We have prepared AWS EC2 as a stand-alone server for use in the verification environment. In order to isolate it from the global network, communication other than ssh (port 22) is prohibited.
↓ Result of executing yum update
in a standalone environment
Launch a Docker container in the same environment as the standalone environment as much as possible. This time, we will launch a CentOS 7 container.
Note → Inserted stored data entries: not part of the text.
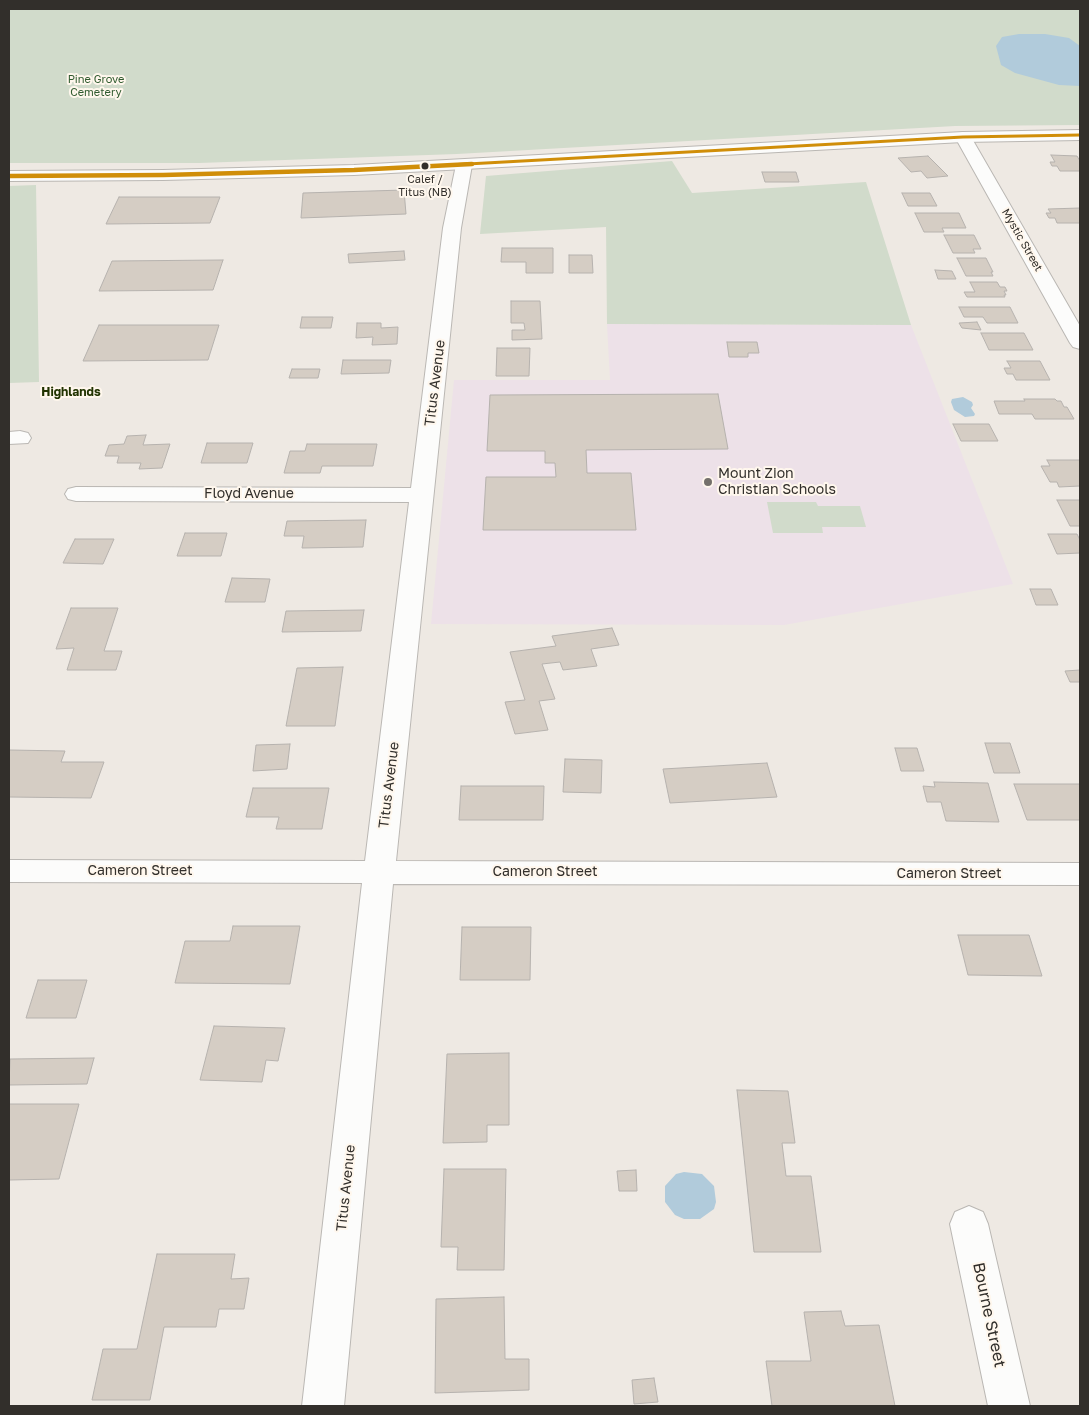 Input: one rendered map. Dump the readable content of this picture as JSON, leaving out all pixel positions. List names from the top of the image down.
{
  "streets": {
    "street": [
      "Mystic Street",
      "Titus Avenue",
      "Floyd Avenue",
      "Cameron Street",
      "Bourne Street"
    ]
  },
  "crossings": [
    ["Titus Avenue", "Floyd Avenue"],
    ["Titus Avenue", "Cameron Street"]
  ],
  "districts": ["Highlands"],
  "parks": ["Pine Grove Cemetery"],
  "places": ["Calef / Titus (NB)", "Mount Zion Christian Schools"]
} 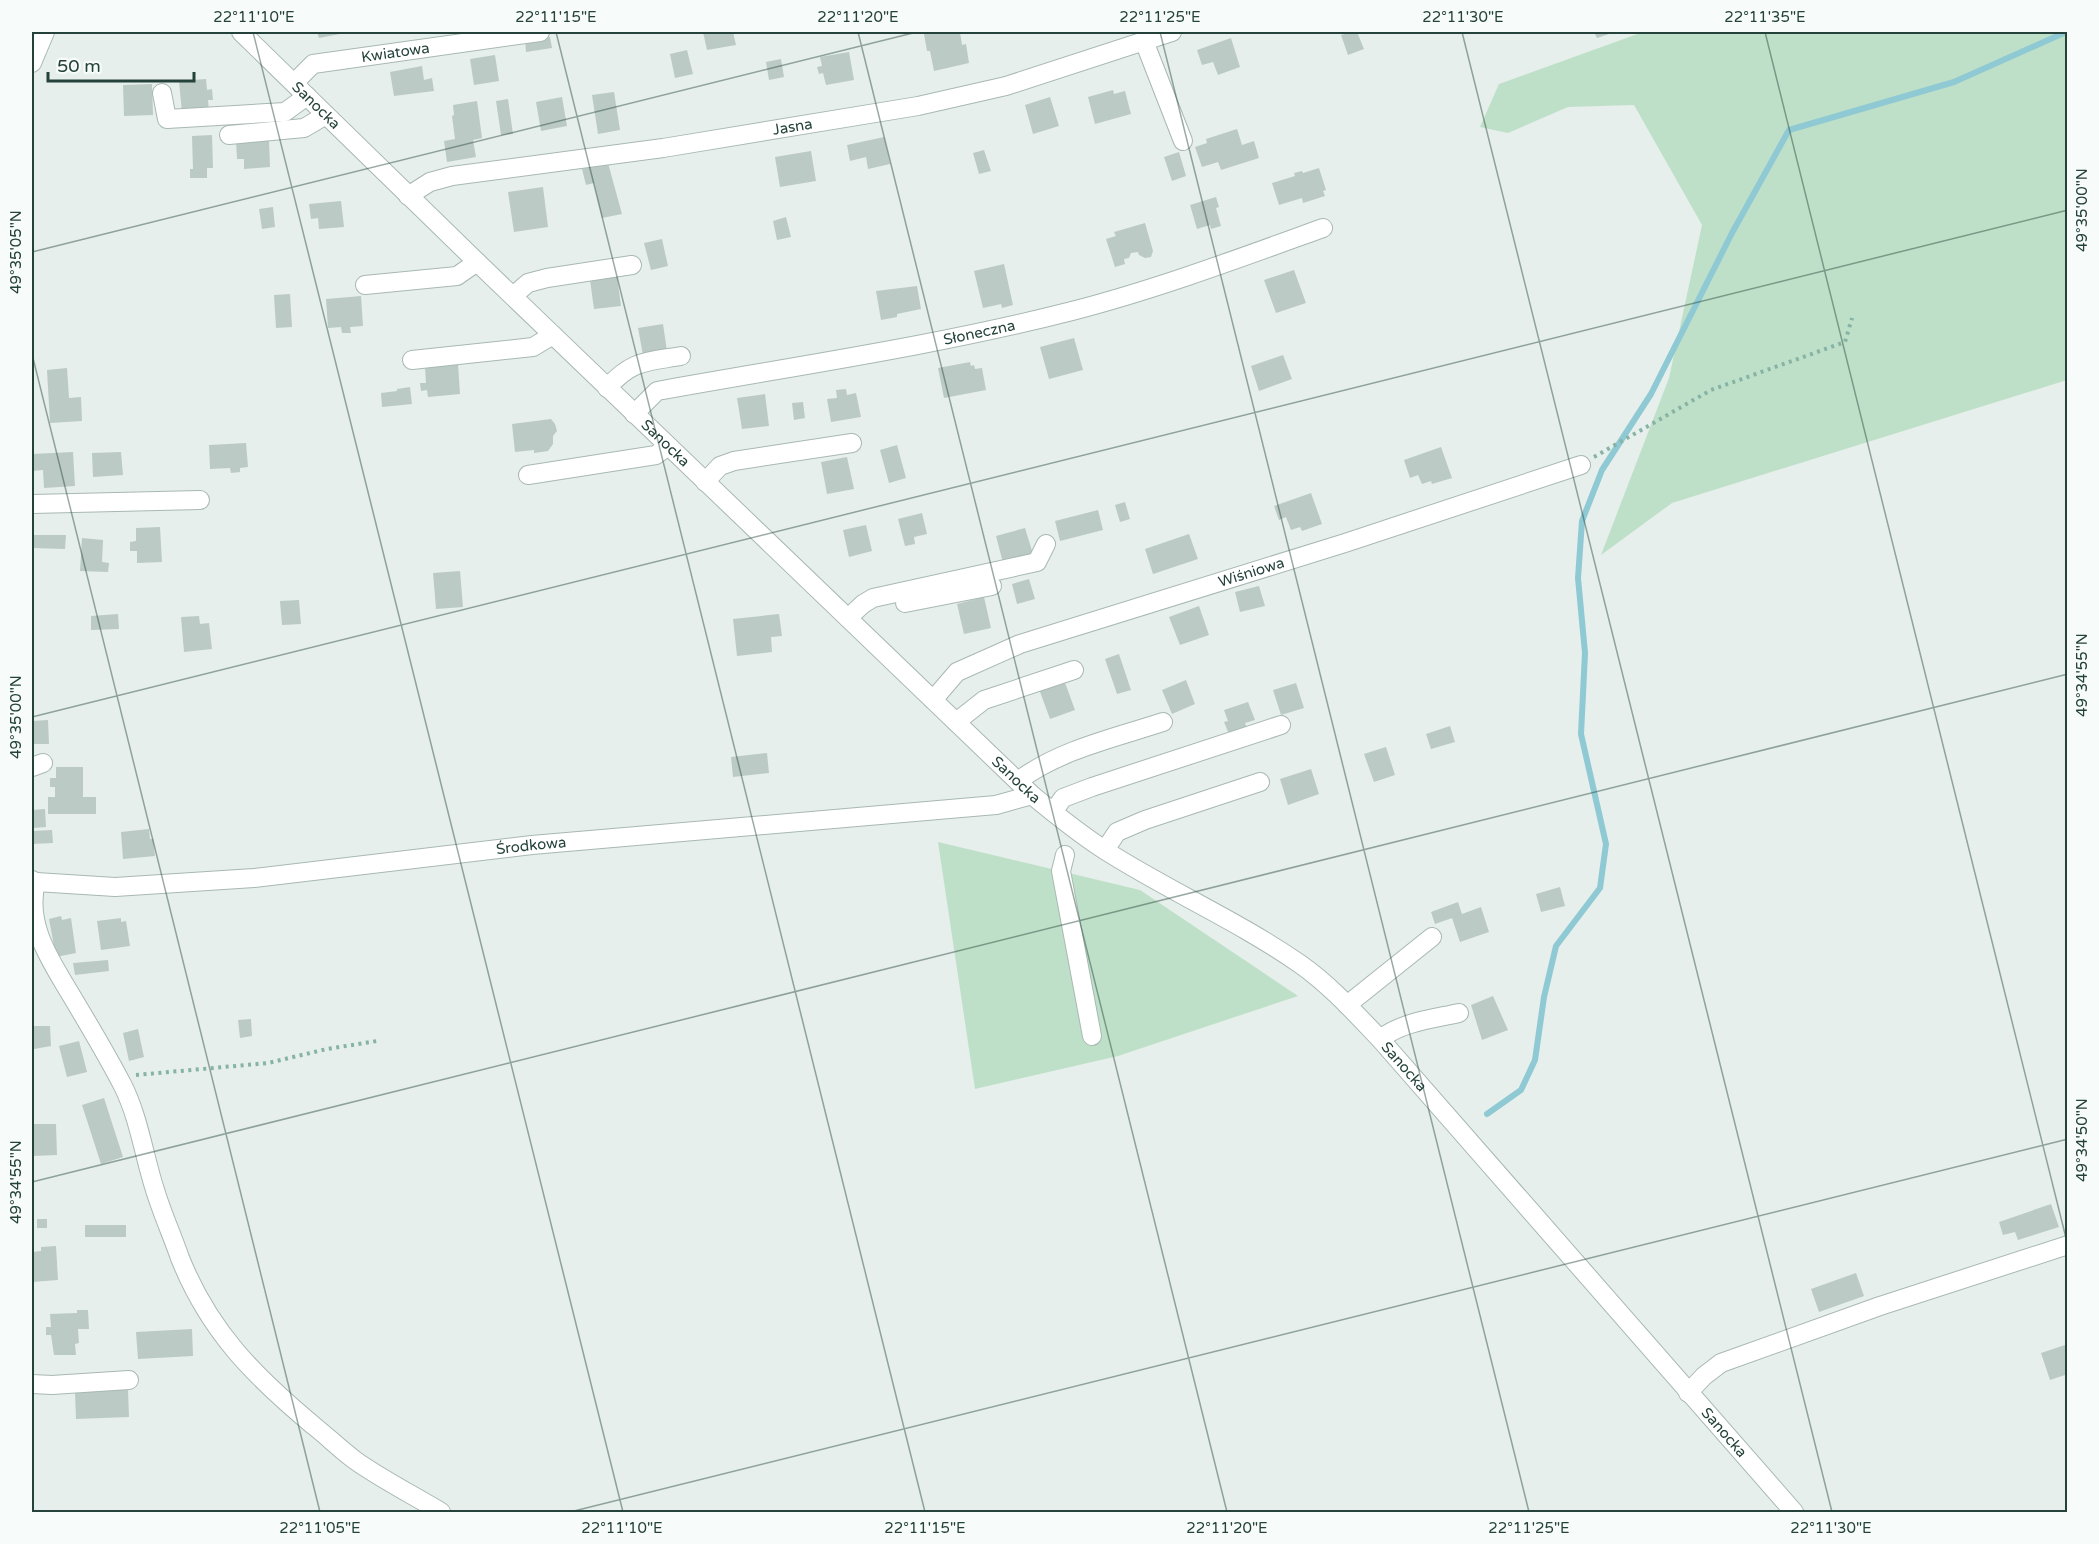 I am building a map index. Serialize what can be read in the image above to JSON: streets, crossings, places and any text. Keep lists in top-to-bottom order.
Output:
{
  "streets": {
    "street": [
      "Kwiatowa",
      "Sanocka",
      "Jasna",
      "Słoneczna",
      "Wiśniowa",
      "Środkowa"
    ]
  },
  "crossings": [
    ["Kwiatowa", "Sanocka"],
    ["Sanocka", "Jasna"],
    ["Sanocka", "Słoneczna"],
    ["Sanocka", "Wiśniowa"],
    ["Sanocka", "Środkowa"]
  ],
  "scale_bar": "50 m",
  "coordinates": [
    "22°11'10\"E",
    "22°11'15\"E",
    "22°11'20\"E",
    "22°11'25\"E",
    "22°11'30\"E",
    "22°11'35\"E",
    "49°35'00\"N",
    "49°35'05\"N",
    "49°34'55\"N",
    "49°34'50\"N",
    "22°11'05\"E"
  ]
}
When you get up, let's access the container.
$ docker run -itd --name centos7 centos:centos7
$ docker exec -it centos7 bash
First, create a directory to download the package to.
# mkdir standalone_install
Download all the packages required for the stand-alone environment in the created directory.
This time, I will download git
and ʻiproute2` (assortment of network commands) together.
By adding the --downloadonly
option, it is possible to execute only the download without installing.
# yum install -y --downloadonly --downloaddir=standalone_install git iproute2
yum install --downloadonly --downloaddir=<directory> <package> [^1]
If you look inside the downloaded directory, you will see that it contains a large number of rpm
files.
Install the repository creation command createrepo
.
# yum install -y createrepo
Create a repository using the create repo
command that you just installed.
Simply specify the directory and run it to create the metadata and act as a repository.
# createrepo standalone_install
↓ repodata
is the metadata created by the create repo
command.
The following procedure will move the file to the standalone environment, so compress the file if necessary.
Move the repository folder created by the createrepo
command to the standalone environment.
This time, it's a little troublesome, but move it according to the following procedure.
#exit ← Exit from the container. Ctrl+D is also OK.
$ docker cp centos7:/standalone_install/ ./
$ scp -r standalone_install standalone_ec2:/home/centos/
All that remains is to work in a standalone environment.
Create a .repo
file and set up the transferred repository.
The setting items are as follows.
item name | Setting items |
---|---|
name | The name of the repository |
baseurl | The path of the directory where the repository entity is located |
gpgcheck | ~~Guppigu check~~Whether to verify the GPG signature. 0=false,1=true |
$ sudo vi /etc/yum.repo.d/standalone_install.repo
[standalone_repo]
name=standalone_repo
baseurl=file:///home/centos/standalone_install/
gpgcheck=0
/
in file: ///
.Specify the repository with the --enablerepo
option to install the package.
At that time, --disablerepo = *
is set so that it does not go to search for external repositories.
(The --disablerepo
option must be set before the --enablerepo
)
$ sudo yum install -y --disablerepo=* --enablerepo=standalone_repo git iproute2
I was able to install it this way even in the verification environment (EC2)! (This image doesn't prove it at all ... lol)
The key points of this installation method are as follows.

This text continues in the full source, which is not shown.